In 2008 I was awarded the Thomas Dammenn Junior Memorial Award to make a visual study of the dead cities of Syria.
The following year I tried to travel to Aleppo on the Taurus Express which runs between Istanbul and Aleppo, but unfortunately at that time it was cancelled.
I decided to travel to Syria again the following year and contacted my friend the artist Victor Sloan to see if he would be interested in such a trip. I had previously travelled with Victor to Taiwan and knew he was an interesting travelling companion; he also has an original and individual way of looking at places, people and their surroundings. We decided to fly this time.

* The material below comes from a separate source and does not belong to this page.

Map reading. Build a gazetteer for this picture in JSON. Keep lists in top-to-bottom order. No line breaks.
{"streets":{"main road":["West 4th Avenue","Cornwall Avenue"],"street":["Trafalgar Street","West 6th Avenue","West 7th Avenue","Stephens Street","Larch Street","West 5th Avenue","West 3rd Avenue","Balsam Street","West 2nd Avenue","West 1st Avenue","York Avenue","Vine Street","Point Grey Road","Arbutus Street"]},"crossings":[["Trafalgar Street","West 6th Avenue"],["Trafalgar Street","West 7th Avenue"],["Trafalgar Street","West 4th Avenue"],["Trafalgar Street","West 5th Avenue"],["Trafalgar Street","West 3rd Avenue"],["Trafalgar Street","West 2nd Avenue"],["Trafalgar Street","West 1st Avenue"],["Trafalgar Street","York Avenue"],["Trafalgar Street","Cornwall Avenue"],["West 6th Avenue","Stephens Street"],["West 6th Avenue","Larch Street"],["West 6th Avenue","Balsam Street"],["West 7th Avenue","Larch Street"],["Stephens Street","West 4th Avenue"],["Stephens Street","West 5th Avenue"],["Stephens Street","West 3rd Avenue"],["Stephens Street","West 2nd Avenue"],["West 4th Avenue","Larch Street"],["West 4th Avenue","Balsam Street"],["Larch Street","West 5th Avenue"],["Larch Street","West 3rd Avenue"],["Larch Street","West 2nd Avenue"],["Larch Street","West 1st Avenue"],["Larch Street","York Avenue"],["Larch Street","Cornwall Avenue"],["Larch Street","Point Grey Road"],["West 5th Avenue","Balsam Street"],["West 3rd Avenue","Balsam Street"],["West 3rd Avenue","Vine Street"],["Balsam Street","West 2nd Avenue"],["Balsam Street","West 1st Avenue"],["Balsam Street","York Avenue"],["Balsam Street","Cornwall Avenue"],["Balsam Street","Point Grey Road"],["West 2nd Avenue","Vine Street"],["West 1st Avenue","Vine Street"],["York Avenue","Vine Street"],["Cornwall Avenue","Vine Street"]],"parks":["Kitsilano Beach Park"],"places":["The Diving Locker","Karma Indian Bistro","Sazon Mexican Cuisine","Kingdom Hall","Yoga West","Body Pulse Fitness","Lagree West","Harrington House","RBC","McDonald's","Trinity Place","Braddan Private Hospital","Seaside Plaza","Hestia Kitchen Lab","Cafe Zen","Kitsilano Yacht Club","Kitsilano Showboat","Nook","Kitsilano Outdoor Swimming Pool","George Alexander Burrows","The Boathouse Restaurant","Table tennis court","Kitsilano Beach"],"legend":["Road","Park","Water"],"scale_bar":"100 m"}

Arriving in Damascus we stayed in a small hotel near the ancient centre of the city. The hotel was a converted traditional Syrian house based around a courtyard with a fountain and overhanging fruit trees. Every day we would walk into the old centre of the city and like all tourists visited the famous mosque Umayyad, ate ice cream in Bahir’s Ice Cream Parlour and shopped in the Souk. On one occasion we experienced the slaughter of sheep. This was because it was the festival of Eid. It was a shock to our western sensibilities, as the sheep were killed in front of us in the public streets. The stench of blood flowing into open drains in the hot weather was overpowering. It was almost nauseas and we took deep breaths and walked quickly by. However, it was interesting to note that people only kept one third of the meat of their slaughtered sheep for themselves, another third went to their family and the remaining third to the poor.
Cafe life was very vibrant in Damascus with young couples laughing and joking over cups of tea and coffee, the way young people here would do over alcoholic drinks. Some were smoking hookahs; the heady aroma from the pipes was a mixture of tobacco sometimes flavoured with dried fruit, a very pleasant smell.
Damascus claims to be the oldest city in the world, we were made aware of this when walking down Straight Street which is mentioned in Acts in the Bible. At the bottom of Straight Street there is the house where St. Paul was brought after his conversion to Christianity.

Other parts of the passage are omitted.